Regulatory & Quality Engineer at QRA Strategies LLC Regulatory & Quality Engineer at QRA Strategies LLC in San Leandro, California Posted in 3 days ago.
Type:
full-time
Job Description:
About the job Company Description QRA Strategies LLC helps early stage MedTech companies build their first Quality Management System and clear initial regulatory hurdles without slowing engineering. We treat compliance as an operational milestone. Startups often face limited engineering bandwidth and a compliance backlog that becomes technical debt. Mismanaged early, it burns capital and delays submissions. We close that gap with precise regulatory strategy and execution. Our team embeds with clients to build the operations required to manufacture devices while asking minimal time from core engineers.
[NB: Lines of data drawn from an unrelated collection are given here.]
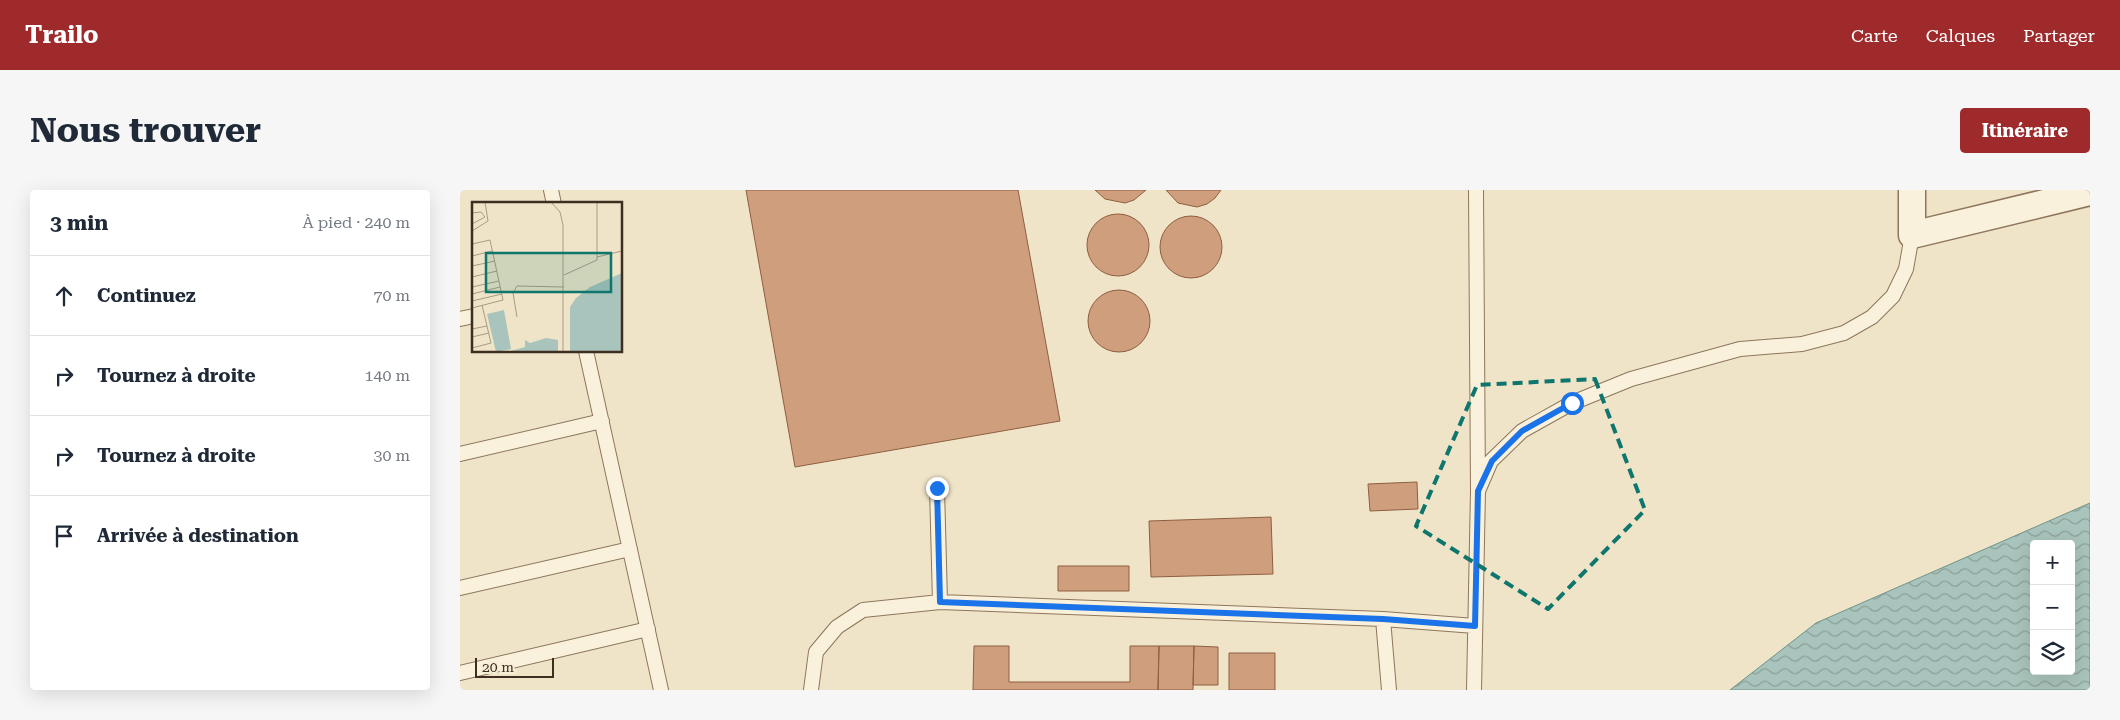 <!DOCTYPE html>
<html lang="fr">
<meta charset="utf-8">
<style>
body{margin:0;font-family:"Roboto Serif",serif;background:#f6f6f7;color:#1f2937}
.controls{position:absolute;right:15px;bottom:15px;display:grid;overflow:hidden;border-radius:5px;box-shadow:0 5px 20px #0002}
.controls button{width:45px;height:45px;display:grid;place-items:center;padding:0;border:0;border-bottom:1px solid #e0e1e3;background:#fff;color:#1f2937;font:25px sans-serif}
.scale{position:absolute;left:15px;bottom:12px;width:79px;box-sizing:border-box;padding-left:5px;border:2px solid #3d2e20;border-top:0;font-size:14px;line-height:18px;white-space:nowrap;color:#3d2e20;-webkit-text-stroke:4px #f7eed8;paint-order:stroke}
.stop{position:absolute;width:15px;height:15px;margin:-11px;border:4px solid #1a73e8;border-radius:50%;background:#fff}
.stop.end{background:#1a73e8;border-color:#fff;box-shadow:0 1px 5px #0008}
.list{margin:0;padding:0;list-style:none}
h2{display:flex;justify-content:space-between;align-items:center;height:65px;margin:0;padding:0 20px;font-size:21px}
h2 small{font-size:16px;font-weight:400;color:#747a83}
.list li{display:grid;grid-template-columns:32px 1fr auto;gap:15px;align-items:center;box-sizing:border-box;height:80px;padding:0 20px;border-top:1px solid #e0e1e3}
.list b{display:block;font-size:19px;white-space:nowrap}
.list em{font-size:16px;font-style:normal;color:#747a83}
.icon{flex:none;width:28px;height:28px;fill:none;stroke:currentColor;stroke-width:2;stroke-linecap:round;stroke-linejoin:round}
.map{position:relative;flex:none;width:1630px;height:500px;overflow:hidden;border-radius:5px}
header{display:flex;align-items:center;gap:30px;box-sizing:border-box;height:70px;padding:0 25px;background:#9e2a2b;color:#fff}
header strong{font-size:24px}
nav{display:flex;gap:28px;margin-inline-start:auto;font-size:18px}
.intro{display:flex;align-items:center;justify-content:space-between;box-sizing:border-box;height:120px;padding:0 30px}
h1{margin:0;font-size:35px}
.button{padding:12px 22px;border-radius:5px;background:#9e2a2b;color:#fff;font-size:18px;font-weight:700}
main{display:flex;gap:30px;padding:0 30px}
aside{flex:1;background:#fff;border-radius:5px;box-shadow:0 5px 20px #0002}
.map>svg:first-child{display:block}
</style>
<header>
<strong>Trailo</strong>
<nav><a>Carte</a><a>Calques</a><a>Partager</a></nav>
</header>
<div class="intro"><h1>Nous trouver</h1><a class="button">Itinéraire</a></div>
<main>
<aside>
<h2>3 min<small>À pied · 240 m</small></h2>
<ul class="list">
<li><svg class="icon" aria-label="ahead" viewBox="0 0 24 24"><path d="M12 20V5M6 11l6-6 6 6"/></svg><div><b>Continuez</b></div><em>70 m</em></li>
<li><svg class="icon" aria-label="right" viewBox="0 0 24 24"><path d="M7 20v-9h11M14 6l5 5-5 5"/></svg><div><b>Tournez à droite</b></div><em>140 m</em></li>
<li><svg class="icon" aria-label="right" viewBox="0 0 24 24"><path d="M7 20v-9h11M14 6l5 5-5 5"/></svg><div><b>Tournez à droite</b></div><em>30 m</em></li>
<li><svg class="icon" aria-label="arrive" viewBox="0 0 24 24"><path d="M6 21V4h12l-3 4 3 4H6"/></svg><div><b>Arrivée à destination</b></div></li>
</ul>
</aside>
<div class="map">
<svg width="1630" height="500" viewBox="0 0 1630 500">
<defs>
<pattern id="water-waves" width="16" height="10" patternUnits="userSpaceOnUse" patternTransform="scale(1.25)"><rect width="16" height="10" fill="#a9c4bc"/><path d="M0 5q4-4 8 0t8 0" fill="none" stroke="#8ba098"/></pattern>
</defs>
<rect width="100%" height="100%" fill="#f0e4c8"/>
<path fill="url(#water-waves)" stroke="#6f938a" fill-rule="evenodd" d="M1630 313V500H1270L1356 433ZM1574 354H1611V481H1574Z"/>
<path fill="#cf9f7d" stroke="#8d5f41" d="M286 0H558L600 231 335 277Z
M635 0H686L674 10 665 13 645 9Z
M706 0H761L755 8 747 14 737 17 718 13Z
M627 55a31 31 0 1 1 62 0a31 31 0 1 1-62 0Z
M700 57a31 31 0 1 1 62 0a31 31 0 1 1-62 0Z
M628 131a31 31 0 1 1 62 0a31 31 0 1 1-62 0Z
M957 292 958 319 910 321 908 294Z
M811 327 813 384 691 387 689 331Z
M598 376H669V401H598Z
M514 456H549V492H670V456H699L698 500H513Z
M699 456H734L733 500H698Z
M734 456 758 457V495H733Z
M769 463H815V500H769Z"/>
<g fill="none" stroke-linecap="round" stroke-linejoin="round">
<g stroke="#8d765c" stroke-width="16">
<path id="service" d="M91 0 94 14
M0 129 14 126
M126 161 201 500
M0 264 142 231
M477 298 480 412
M1018 301 1031 271 1062 241 1112 213 1171 189 1280 159 1342 154 1384 143 1412 127 1433 106 1446 79 1452 45
M0 398 170 359
M923 429 929 500
M0 483 188 439
M351 500 356 462 377 437 403 420 480 412 923 429 1015 436
M1014 500 1018 301 1016 0"/>
</g>
<g stroke="#8d765c" stroke-width="29">
<path id="minor" d="M1452 0V45L1630 2"/>
</g>
<use href="#service" stroke="#faf1dc" stroke-width="14"/>
<use href="#minor" stroke="#faf1dc" stroke-width="26"/>
</g>
<g fill="none" stroke-linecap="round" stroke-linejoin="round">
<path stroke="#1a73e8" stroke-width="6" d="M477 298 480 412 923 429 1015 436 1018 301 1032 271 1062 241 1112 213"/>
</g>
<path fill="none" stroke="#0f766e" stroke-width="4" stroke-dasharray="10 6" stroke-linejoin="round" d="M1135 189 1185 320 1088 419 956 336 1017 195Z"/>
<g transform="translate(12 12)">
<rect width="150" height="150" fill="#f0e4c8"/>
<path d="M150 71V150H98V105L104 96 118 85ZM32 108 39 147 24 150 15 112ZM74 136 86 138V150H35L53 145V138L58 141Z" fill="#a9c4bc"/>
<path fill="none" stroke="#a89b85" stroke-width="1" d="M79 0 88 10 91 23V150M0 11 9 10 13 15 0 22M0 29 16 19 13 0M0 42 18 38 31 98 0 106M0 54 20 49M125 55 150 49M0 64 23 59M92 73 125 58V0M0 75 25 69M0 85 27 79M0 92 28 85M0 99 30 92M45 115 41 91 45 84 92 85M0 127 15 124M0 135 17 131M0 146 19 141 10 103"/>
<path fill="#0f766e" fill-opacity="0.15" stroke="#0f766e" stroke-width="2.5" d="M14 51H139V90H14Z"/>
<rect width="150" height="150" fill="none" stroke="#3d2e20" stroke-width="2.5"/>
</g>
</svg>
<div class="controls">
<button>+</button>
<button>−</button>
<button><svg class="icon" aria-label="layers" viewBox="0 0 24 24"><path d="M12 4l9 5-9 5-9-5zM3 14l9 5 9-5"/></svg></button>
</div>
<div class="scale">20 m</div>
<div class="stop" style="left:1112px;top:213px"></div>
<div class="stop end" style="left:477px;top:298px"></div>
</div>
</main>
Our framework yields tangible results, demonstrated by recently securing a major foundational certification across four global markets for an early stage client. Role Description This is an on site Quality and Regulatory Engineer role based in the San Francisco Bay Area. Your objective is to drive execution on regulatory deliverables and quality system documentation. You will actively build and manage incoming inspection activities, equipment, risk management files, CAPAs, nonconformance investigations, and regulatory submissions. You will eliminate compliance bottlenecks by drafting controlled documents, executing action items, and organizing audit preparation materials. You will work directly with QA and RA strategists to ensure accurate record keeping and structured data management. This role requires hands on execution to commercialize medical devices and optimize the underlying economics of efficient regulatory pathways. Qualifications Proven experience with MedTech regulatory requirements, specifically FDA 510(k), CE Mark, ISO 13485, and EU MDR. Exceptional written communication skills for drafting technical documentation and summarizing clinical data. Highly organized with the proven ability to manage multiple complex workflows in a fast paced startup environment. Bachelor's degree or higher in biomedical engineering, life sciences, regulatory affairs, or a related discipline. Located in the San Francisco Bay Area and available for on site collaboration. Direct experience managing document control systems, building risk management files, and executing healthcare projects.